Data to use:
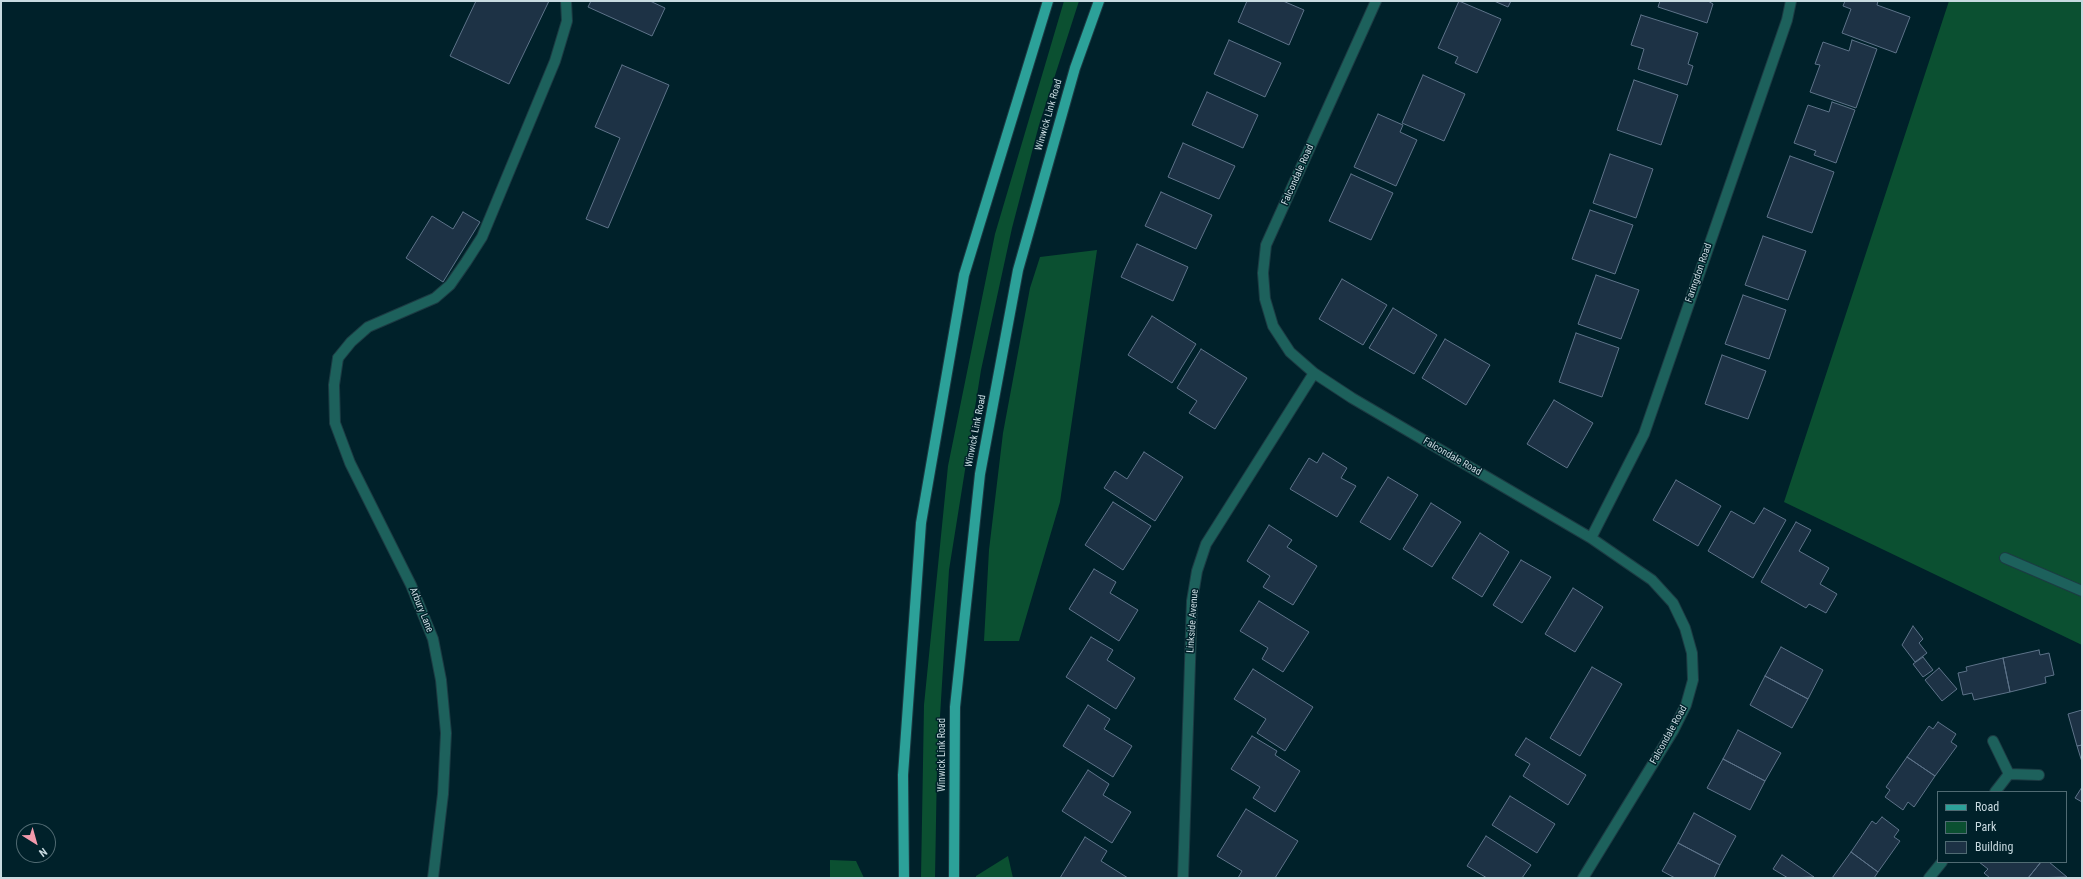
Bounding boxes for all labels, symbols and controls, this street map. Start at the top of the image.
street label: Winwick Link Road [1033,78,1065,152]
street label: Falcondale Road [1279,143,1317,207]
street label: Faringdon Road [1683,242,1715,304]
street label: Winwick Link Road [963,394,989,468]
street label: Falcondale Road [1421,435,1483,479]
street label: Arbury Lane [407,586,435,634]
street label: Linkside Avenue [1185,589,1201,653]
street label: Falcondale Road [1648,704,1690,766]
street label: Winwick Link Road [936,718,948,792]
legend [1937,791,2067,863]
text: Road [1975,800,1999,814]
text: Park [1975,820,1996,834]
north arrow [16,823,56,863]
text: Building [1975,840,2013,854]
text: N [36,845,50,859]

What is needed: Drop the pictures; repeat each entry above exactly.

Response to this exercise:
Bounding boxes for all labels, symbols and controls, this street map. Start at the top of the image.
street label: Winwick Link Road [1033,78,1065,152]
street label: Falcondale Road [1279,143,1317,207]
street label: Faringdon Road [1683,242,1715,304]
street label: Winwick Link Road [963,394,989,468]
street label: Falcondale Road [1421,435,1483,479]
street label: Arbury Lane [407,586,435,634]
street label: Linkside Avenue [1185,589,1201,653]
street label: Falcondale Road [1648,704,1690,766]
street label: Winwick Link Road [936,718,948,792]
legend [1937,791,2067,863]
text: Road [1975,800,1999,814]
text: Park [1975,820,1996,834]
north arrow [16,823,56,863]
text: Building [1975,840,2013,854]
text: N [36,845,50,859]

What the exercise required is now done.